▶ _AVAILABLE DATA_:
□ □ □ □ □ □ □

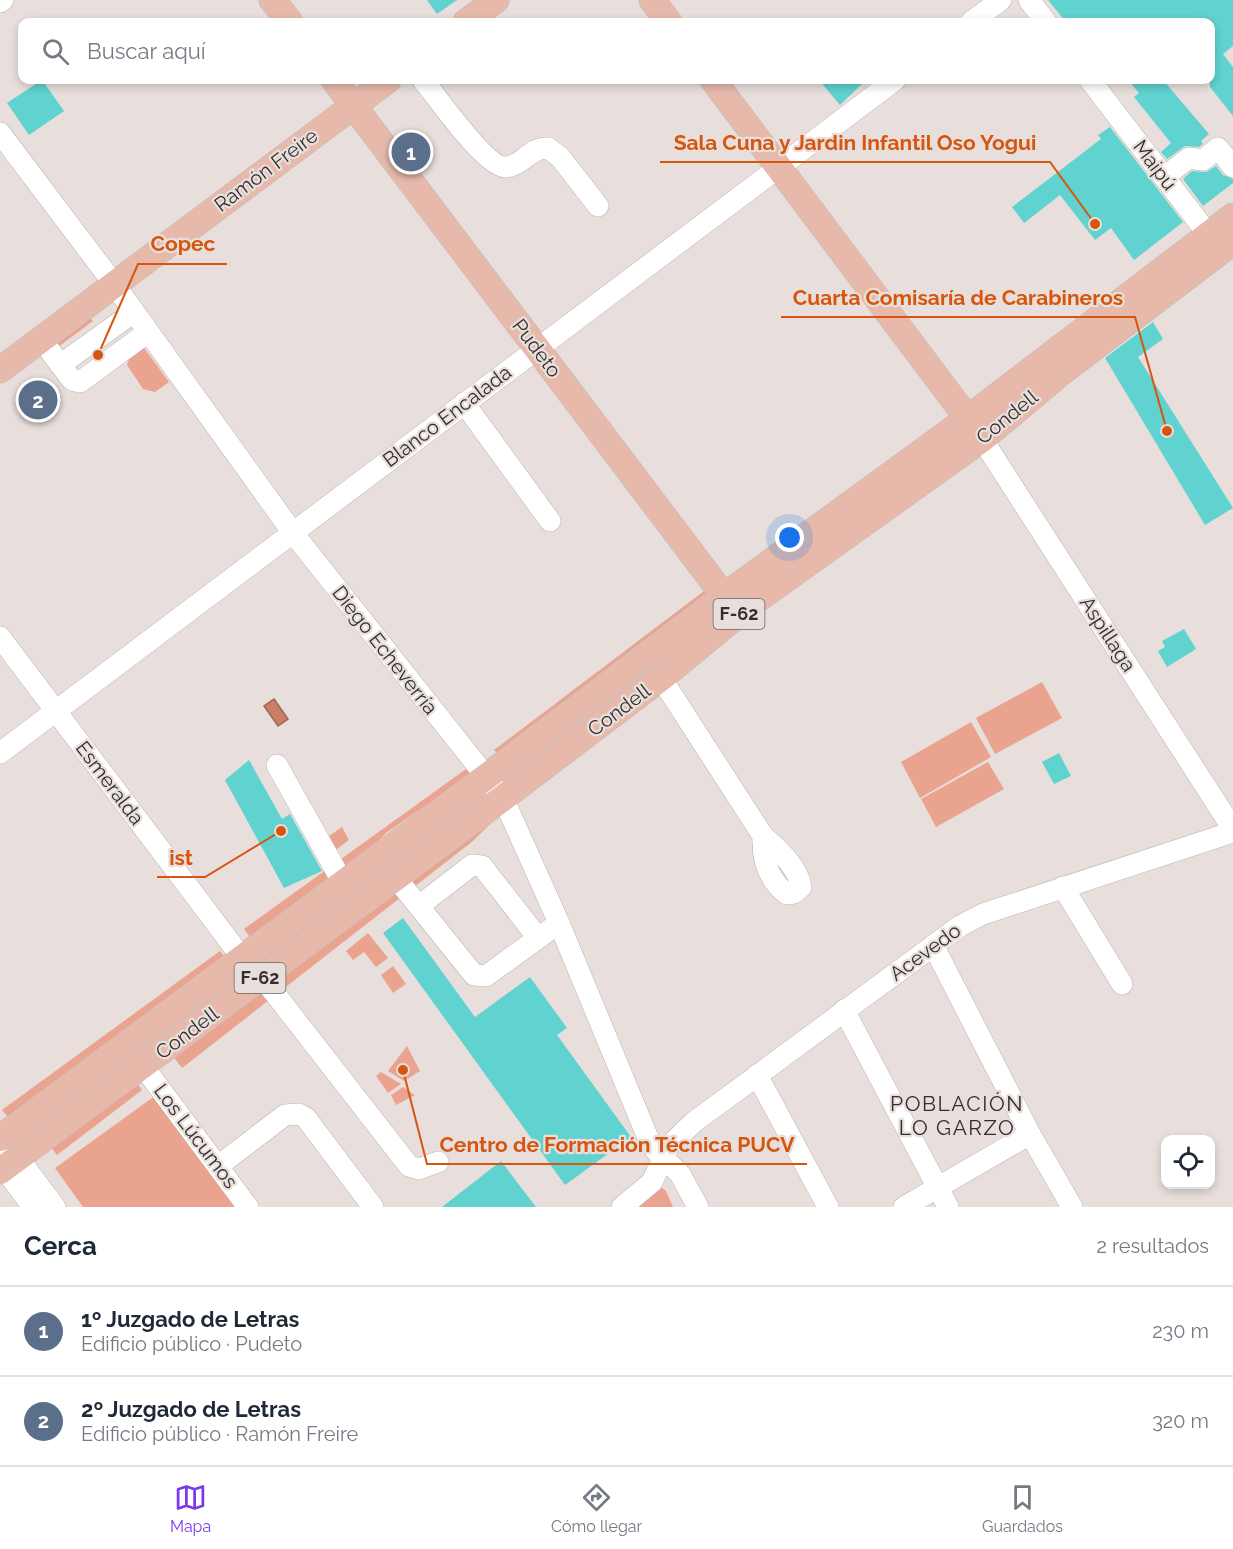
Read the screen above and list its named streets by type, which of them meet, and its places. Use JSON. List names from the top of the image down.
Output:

□ □ □ □ □ □ □

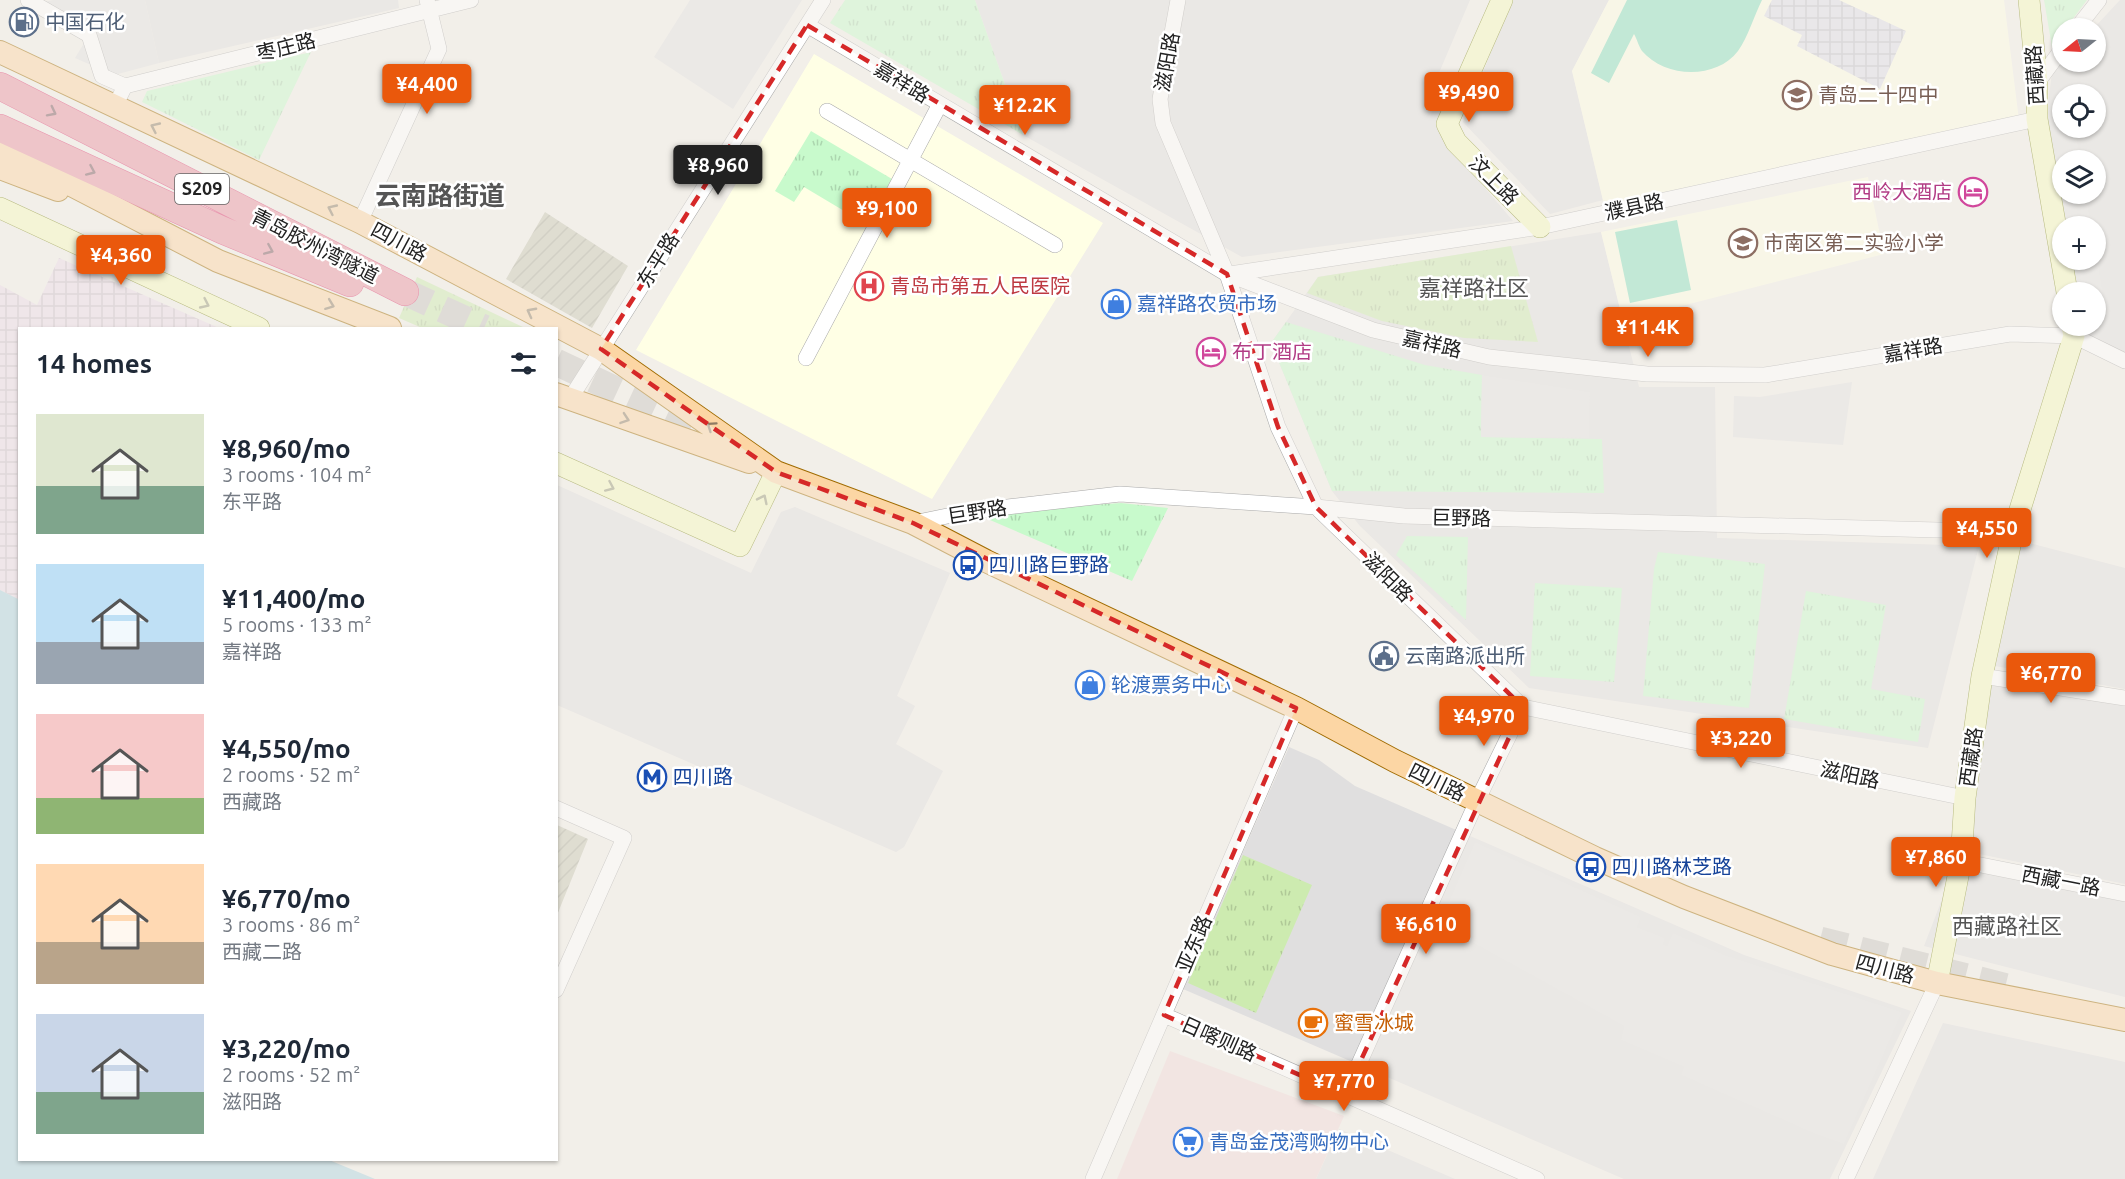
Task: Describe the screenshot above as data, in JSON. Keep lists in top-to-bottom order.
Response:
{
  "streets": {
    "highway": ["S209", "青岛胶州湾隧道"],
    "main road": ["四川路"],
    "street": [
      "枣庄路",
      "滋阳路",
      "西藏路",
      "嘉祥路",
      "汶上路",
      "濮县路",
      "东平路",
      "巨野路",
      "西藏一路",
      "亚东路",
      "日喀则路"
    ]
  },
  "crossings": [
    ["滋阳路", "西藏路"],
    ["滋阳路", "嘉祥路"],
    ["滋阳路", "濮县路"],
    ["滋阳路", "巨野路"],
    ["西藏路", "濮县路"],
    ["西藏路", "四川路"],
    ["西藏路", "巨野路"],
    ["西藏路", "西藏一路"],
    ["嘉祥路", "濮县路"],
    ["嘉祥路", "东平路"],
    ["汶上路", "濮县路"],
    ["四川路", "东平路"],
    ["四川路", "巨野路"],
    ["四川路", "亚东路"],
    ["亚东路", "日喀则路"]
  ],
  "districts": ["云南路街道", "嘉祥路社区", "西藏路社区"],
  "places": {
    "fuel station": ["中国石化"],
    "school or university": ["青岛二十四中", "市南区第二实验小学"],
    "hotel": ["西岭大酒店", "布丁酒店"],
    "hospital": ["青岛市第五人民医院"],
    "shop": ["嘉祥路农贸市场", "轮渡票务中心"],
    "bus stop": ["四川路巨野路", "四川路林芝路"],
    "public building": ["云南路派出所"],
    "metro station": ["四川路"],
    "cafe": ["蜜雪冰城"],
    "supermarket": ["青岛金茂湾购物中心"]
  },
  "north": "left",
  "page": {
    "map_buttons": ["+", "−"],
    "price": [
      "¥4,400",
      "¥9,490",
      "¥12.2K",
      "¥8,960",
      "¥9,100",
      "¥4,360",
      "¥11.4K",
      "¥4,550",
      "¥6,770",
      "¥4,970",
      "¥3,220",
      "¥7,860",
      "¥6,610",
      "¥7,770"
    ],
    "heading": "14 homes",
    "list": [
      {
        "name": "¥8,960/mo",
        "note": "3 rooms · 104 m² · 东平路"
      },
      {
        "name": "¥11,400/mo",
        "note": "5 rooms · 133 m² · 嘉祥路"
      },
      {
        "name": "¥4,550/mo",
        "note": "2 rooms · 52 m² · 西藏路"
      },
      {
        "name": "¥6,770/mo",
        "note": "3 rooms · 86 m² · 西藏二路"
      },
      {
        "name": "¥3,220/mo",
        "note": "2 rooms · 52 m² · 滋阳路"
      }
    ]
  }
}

□ □ □ □ □ □ □

▶ _AIM OF THE TASK_: Your task is to find each line in the entries that contains the string "above" and copy it.

▶ _YOUR RESPONSE_:
Read the screen above and list its named streets by type, which of them meet, and its places. Use JSON. List names from the top of the image down.
Task: Describe the screenshot above as data, in JSON. Keep lists in top-to-bottom order.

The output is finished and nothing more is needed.